When he was four, he went into anaphylactic shock - an extreme reaction which is a medical emergency - after his cousin touched him after eating peanuts, prompting him being rushed to hospital.
He was subsequently diagnosed with his allergies and Ms Murphy has since set up a charity, Archie's Allergies, to help other families.
She said there were still times when Archie comes home from school showing signs of having had a reaction and has not been given medicine.
Common causes of severe allergic reactions include foods such as nuts, dairy products and shellfish but they can also be triggered by insect stings, medicines and pollen.
What does an allergic reaction look like?
- Sneezing and a runny or blocked nose
- Red, itchy, watery eyes
- Wheezing and coughing
- A red, itchy red rash
- Swollen lips, tongue, eyes or face
- Stomach pain and sickness or diarrhoea
- Worsening of asthma or eczema symptoms
Most allergic reactions are mild, but occasionally a severe reaction called anaphylaxis or anaphylactic shock can occur which needs urgent treatment. These symptoms include:
- Feeling lightheaded or faint
- Breathing difficulties - such as fast, shallow breathing
- A fast heartbeat
- Clammy skin
- Confusion and anxiety
- Collapsing or losing consciousness
Dr Tariq El-Shanawany, consultant clinical immunologist at Cardiff and Vale health board, said: "We've been seeing an increase in rates of allergies for a large number of years.

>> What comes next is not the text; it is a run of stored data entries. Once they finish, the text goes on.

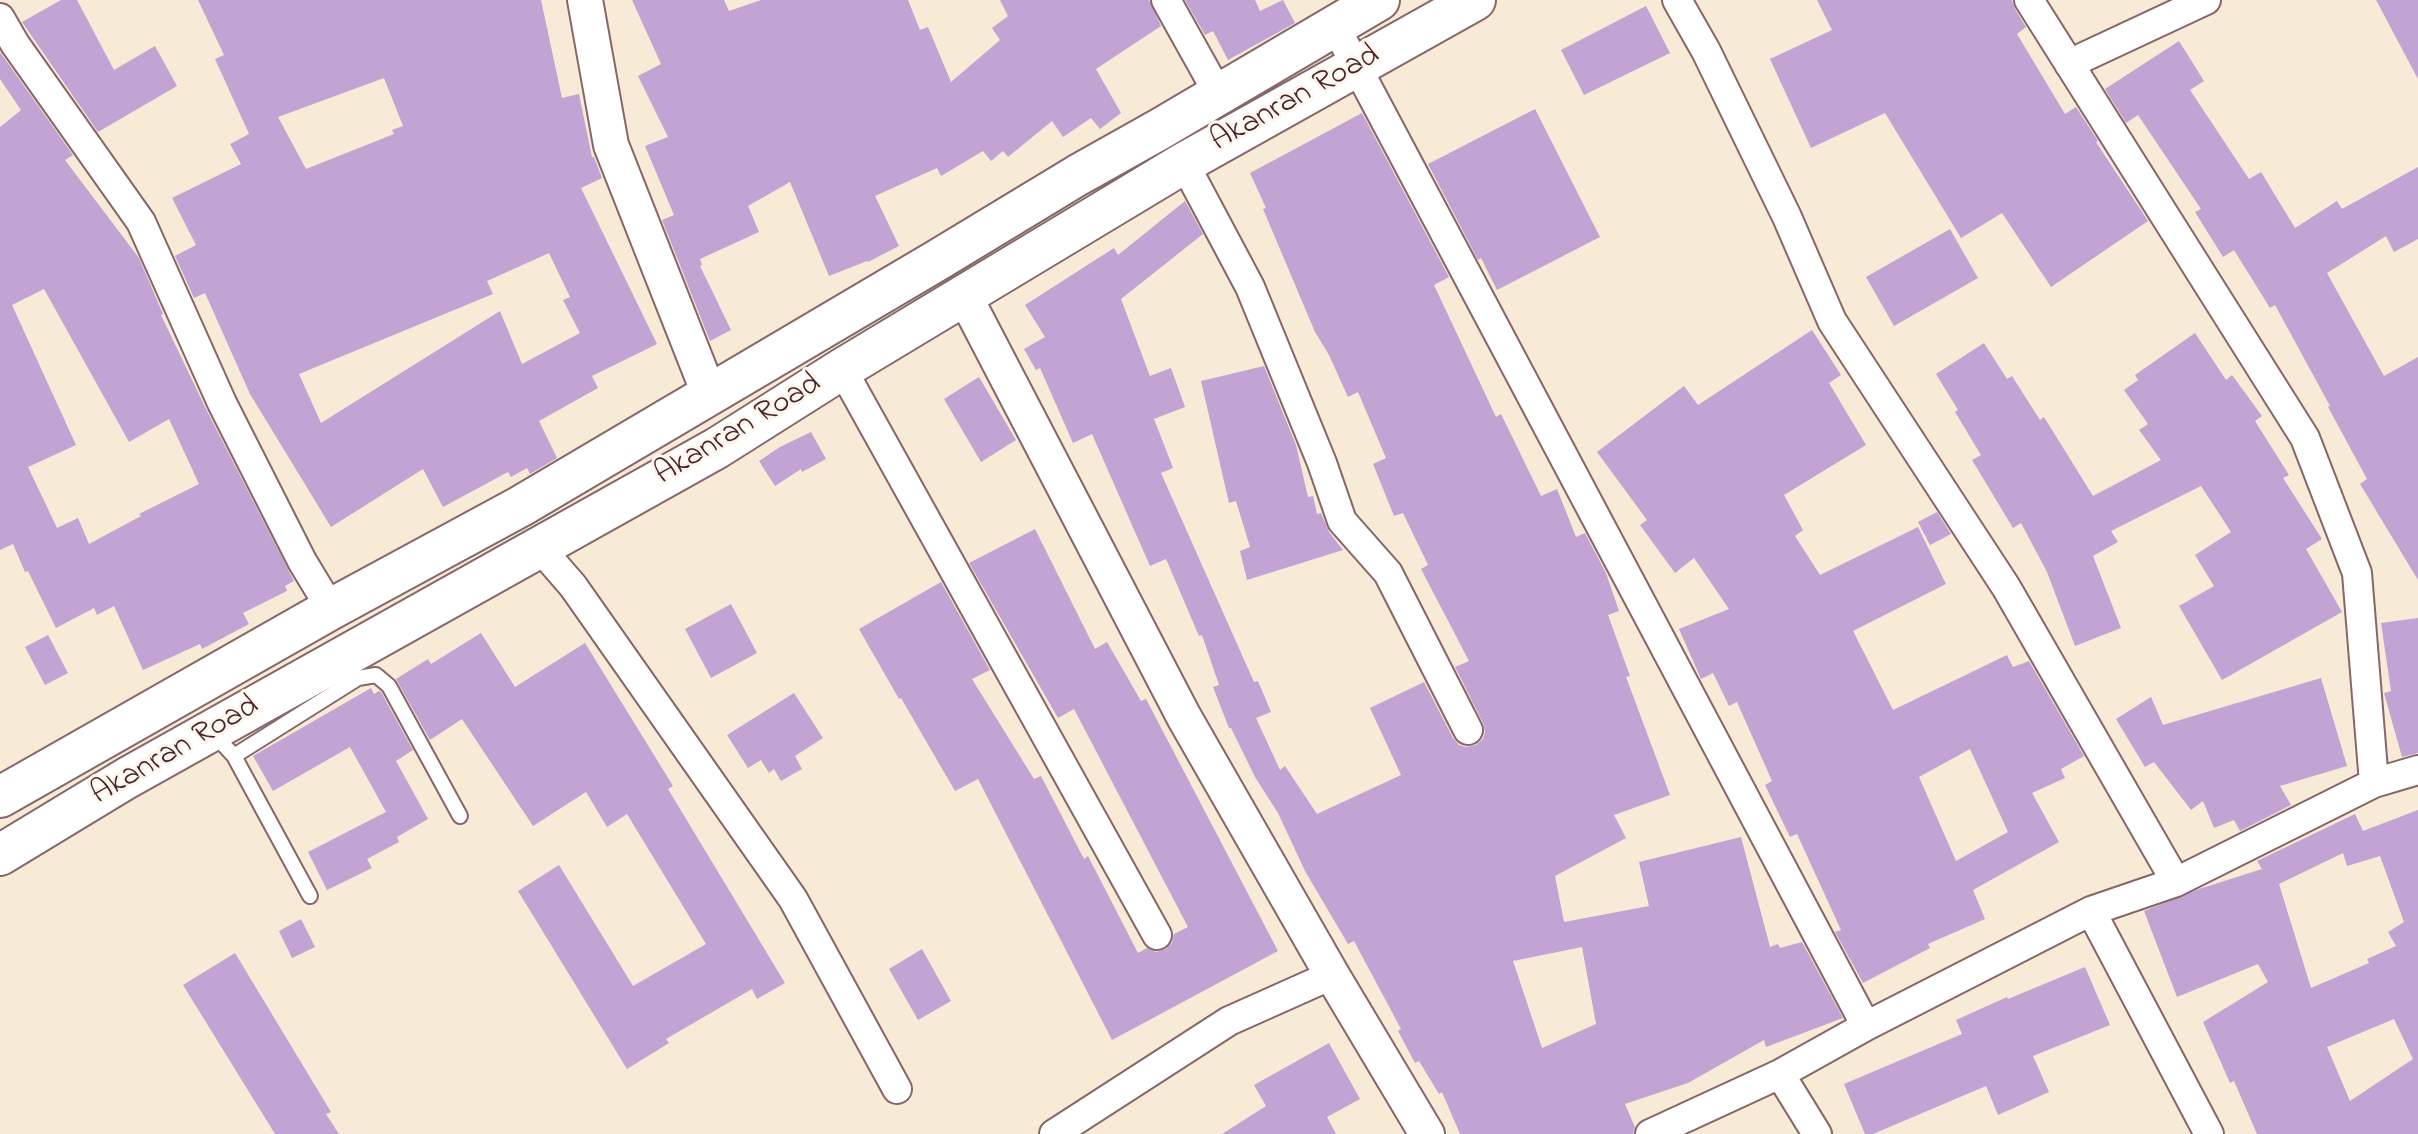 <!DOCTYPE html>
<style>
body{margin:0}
canvas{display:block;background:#f7ead6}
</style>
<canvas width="2418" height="1134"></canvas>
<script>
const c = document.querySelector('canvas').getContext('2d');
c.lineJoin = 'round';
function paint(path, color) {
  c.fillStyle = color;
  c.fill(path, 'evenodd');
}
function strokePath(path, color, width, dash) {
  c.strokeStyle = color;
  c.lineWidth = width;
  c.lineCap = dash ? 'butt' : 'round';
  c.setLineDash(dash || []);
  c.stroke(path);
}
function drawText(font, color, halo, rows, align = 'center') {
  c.font = font + ' "Indie Flower",sans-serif';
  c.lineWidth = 6;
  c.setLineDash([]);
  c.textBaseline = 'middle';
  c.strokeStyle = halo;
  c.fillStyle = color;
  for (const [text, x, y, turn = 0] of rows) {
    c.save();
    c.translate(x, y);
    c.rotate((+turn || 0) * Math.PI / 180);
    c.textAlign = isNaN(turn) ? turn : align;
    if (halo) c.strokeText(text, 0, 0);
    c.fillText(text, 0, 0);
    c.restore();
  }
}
paint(new Path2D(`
 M61,0H77L114,70L155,46L177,86L98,132L22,22Z
 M198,0H541L562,98L579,94L592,157H594L602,178L581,188L657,344L592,376L598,388L539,421L557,458L530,474L527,468L511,477L508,472L443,507L423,469L331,527L250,394L205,293L194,298L175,256L196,245L172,198L241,164L230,144L249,134L215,59L224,55ZM384,78L403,126L392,130L394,134L306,169L278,117ZM549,253L570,297L563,300L580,333L522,364L500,311L321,423L299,374L493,294L487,281Z
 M632,0H724L729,11L761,0H908L920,30L928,27L951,82L1000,40L992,28L1008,16L1000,0H1149L1161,26L1096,69L1121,113L1100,129L1091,118L1063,137L1052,121L1008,157L1003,151L991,161L983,151L941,176L937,168L875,196L899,246L868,262L867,261L829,276L790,182L748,206L759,232L700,259L702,265L700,266L731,330L710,341L662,220L674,215L645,146L668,137L638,76L661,64Z
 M1185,0H1255L1260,11L1283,0L1295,23L1228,60L1213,31L1205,35Z
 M1817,0H2012L2015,9L2026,27L2017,34L2065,114L2076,107L2098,141L2096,142L2148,221L2051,287L2002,213L1961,238L1885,113L1811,148L1770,59L1832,30Z
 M2376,0H2418V79Z
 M1646,6L1670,53L1584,95L1561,50Z
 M2179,41L2204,81L2190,90L2249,179L2261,172L2295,228L2337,201L2342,209L2418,167V239L2394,252L2386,236L2327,273L2384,376L2418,357V580L2360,484L2367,479L2328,407L2330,406L2275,305L2270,308L2234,250L2223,257L2195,212L2201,209L2138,115L2126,123L2105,89Z
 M0,52L73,155L65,160L139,258L163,314L161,315L207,411L294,581L285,586L287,591L243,613L249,624L202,649L200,644L143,670L114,606L97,615L94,608L56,628L28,571L25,572L13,544L0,550V127L21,110L0,79ZM44,289L129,442L169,419L199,484L139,514L141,516L89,544L78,518L57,528L28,467L76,445L12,305Z
 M1535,109L1600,237L1497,290L1481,258L1478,260L1428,164Z
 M1362,113L1449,277L1434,285L1496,417L1501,414L1541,496L1557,489L1576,537L1585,533L1606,573L1619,611L1608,615L1630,676L1626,677L1670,795L1614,815L1626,838L1555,876L1564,922L1649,906L1639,862L1741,837L1770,947L1778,944L1780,948L1802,942L1843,1018L1766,1047L1764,1040L1688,1083L1625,1104L1635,1127L1633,1134H1460L1442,1092L1439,1094L1419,1061L1415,1063L1398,1031L1401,1029L1354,941L1348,944L1305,871L1278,813L1255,777L1231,728H1229L1213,687L1219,685L1202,635L1199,636L1166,559L1150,566L1092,434L1073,443L1040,368L1036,370L1024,349L1045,337L1025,305L1114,248L1118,255L1185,201L1203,234L1121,299L1150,376L1171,368L1185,407L1154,419L1173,468L1161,473L1254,682L1258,681L1271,712L1256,718L1280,770L1285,766L1317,814L1401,775L1370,708L1424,682L1453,738L1459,745L1466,747L1476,745L1483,739L1485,732L1483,723L1455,667L1469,661L1421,569L1428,565L1403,513L1394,516L1373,464L1386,458L1358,392L1348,397L1329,355L1315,332L1263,209L1266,208L1250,173ZM1582,947L1596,1024L1542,1048L1513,961Z
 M1950,229L1978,278L1894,326L1866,277Z
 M1812,330L1841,375L1829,383L1866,445L1784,495L1803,530L1795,536L1820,575L1918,527L1946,584L1853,631L1893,710L2007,655L2013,667L2029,661L2084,756L2061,769L2065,778L2032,793L2059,842L1973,890L1985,919L1928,944L1930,948L1863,983L1835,932L1841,930L1797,834L1790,837L1765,785L1772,781L1737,702L1729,706L1713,673L1701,679L1679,629L1729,609L1694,558L1675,573L1640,525L1647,520L1597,452L1684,386L1698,405ZM1970,749L2008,832L1956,861L1919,777Z
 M2195,333L2226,380L2232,375L2262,416L2255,421L2289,475L2283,478L2322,539L2306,549L2342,612L2222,680L2179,606L2214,586L2195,555L2231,532L2201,486L2111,531L2118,542L2093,556L2121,628L2075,646L2047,572L2021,523L2013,528L1972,460L1981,455L1955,412L1958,410L1936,374L1984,343L2007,379L2012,376L2040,420L2044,417L2093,496L2161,460L2139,430L2148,424L2124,390L2138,380L2135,375Z
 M1264,366L1296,445L1308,497L1313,496L1317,514L1321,513L1329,532L1343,550L1247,580L1240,551L1250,547L1236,501L1229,503L1201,381Z
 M979,377L1016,440L981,462L944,399Z
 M811,432L826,459L802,472L801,469L775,486L759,461L780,447Z
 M1937,512L1951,534L1930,545L1918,522Z
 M1035,529L1095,649L1107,642L1141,701L1146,699L1278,951L1112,1040L978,779L955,791L901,698L899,699L859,629L941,582L990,670L972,679L1034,779L1041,776L1084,859L1088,856L1138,953L1147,948L1156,952L1166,949L1172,943L1174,934L1188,927L1074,709L1058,718L969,563Z
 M731,604L757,653L711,678L685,629Z
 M2418,618V753L2402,757L2384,693L2391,691L2381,623Z
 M481,633L515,687L585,643L673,786L668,789L785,983L757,999L752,989L666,1039L669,1043L627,1069L518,891L559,865L633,986L706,944L627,814L607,827L586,792L533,826L462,719L430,740L396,679L428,659L431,664Z
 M48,635L68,673L45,685L25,647Z
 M2321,678L2347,766L2280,786L2291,805L2240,831L2234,820L2214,828L2203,801L2191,810L2154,762L2145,767L2116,719L2151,697L2163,725Z
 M371,688L374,694L379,691L381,692L413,750L396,761L428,819L397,837L399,842L367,859L372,868L327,890L308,852L386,812L350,747L273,791L253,756Z
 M794,693L823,738L795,756L802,769L781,781L774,769L769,773L761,760L748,768L727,735Z
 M2418,810V1134H2257L2234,1081L2230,1083L2203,1022L2268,982L2258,964L2177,997L2144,911L2199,889L2262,869L2257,861L2355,814L2363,831ZM2343,853L2347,866L2380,856L2404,922L2388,932L2396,946L2367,959L2369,963L2311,988L2279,884ZM2394,1019L2413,1059L2350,1101L2327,1047Z
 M301,919L315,947L292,958L279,931Z
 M922,949L951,1001L918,1020L889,969Z
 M235,953L331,1112L326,1114L339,1134H275L183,985Z
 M2085,967L2110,1025L2033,1056L2049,1092L1998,1115L1986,1086L1873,1134H1865L1844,1084L1962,1034L1956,1020L2007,997L2008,999Z
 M1329,1043L1360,1099L1327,1117L1336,1134H1222L1266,1106L1254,1085Z`), '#c1a4d3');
const service = new Path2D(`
 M212,732L234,756L310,896
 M234,756L358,678L376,675L389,686L460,816`);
const minor = new Path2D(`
 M1166,0L1219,95
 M1677,0L1706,51L1787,217L1832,321L2006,587L2176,882
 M2029,0L2305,438L2357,573L2374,783
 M0,18L15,44L141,222L222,403L302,561L331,609
 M1335,26L1866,1026
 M2069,64L2206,0
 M1184,163L1250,287L1322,463L1342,521L1388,573L1468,730
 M842,369L1157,935
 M540,548L573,586L793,899L897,1089
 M2091,911L2209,1134
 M1780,1074L1817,1134
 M1054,1134L1229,1021L1332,975
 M1650,1134L1780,1074L1866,1026L2091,911L2176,882L2374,783L2418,770`);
const tertiary = new Path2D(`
 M585,0L611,145L710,396
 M964,295L1184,717L1332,975L1427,1134`);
const secondary = new Path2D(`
 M0,797L331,609L521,506L936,261L1078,175L1160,129L1379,0
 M0,855L127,778L717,448L842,369L1184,163L1475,0`);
strokePath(service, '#876667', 18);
strokePath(minor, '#876667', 32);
strokePath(tertiary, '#876667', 38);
strokePath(secondary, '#876667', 44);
strokePath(service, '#fff', 14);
strokePath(minor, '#fff', 28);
strokePath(tertiary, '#fff', 34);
strokePath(secondary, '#fff', 40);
drawText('32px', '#4a1f2b', '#fbf7ec', [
 ["Akanran Road",1296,100,-29],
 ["Akanran Road",739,431,-31],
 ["Akanran Road",176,752,-30]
]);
</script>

"Urban environments have a higher rate of allergy than rural environments and there may be a role of reduction of infections in that - but of course that's good that we no longer see the rates of childhood deaths from infections that we used to.
"I think what we want to do is maintain the improvements that we have seen in public health and reduce the risk of allergies, so certainly being out and about in nature, in green spaces or out in the countryside would be beneficial for many reasons including reduction of risk of allergy."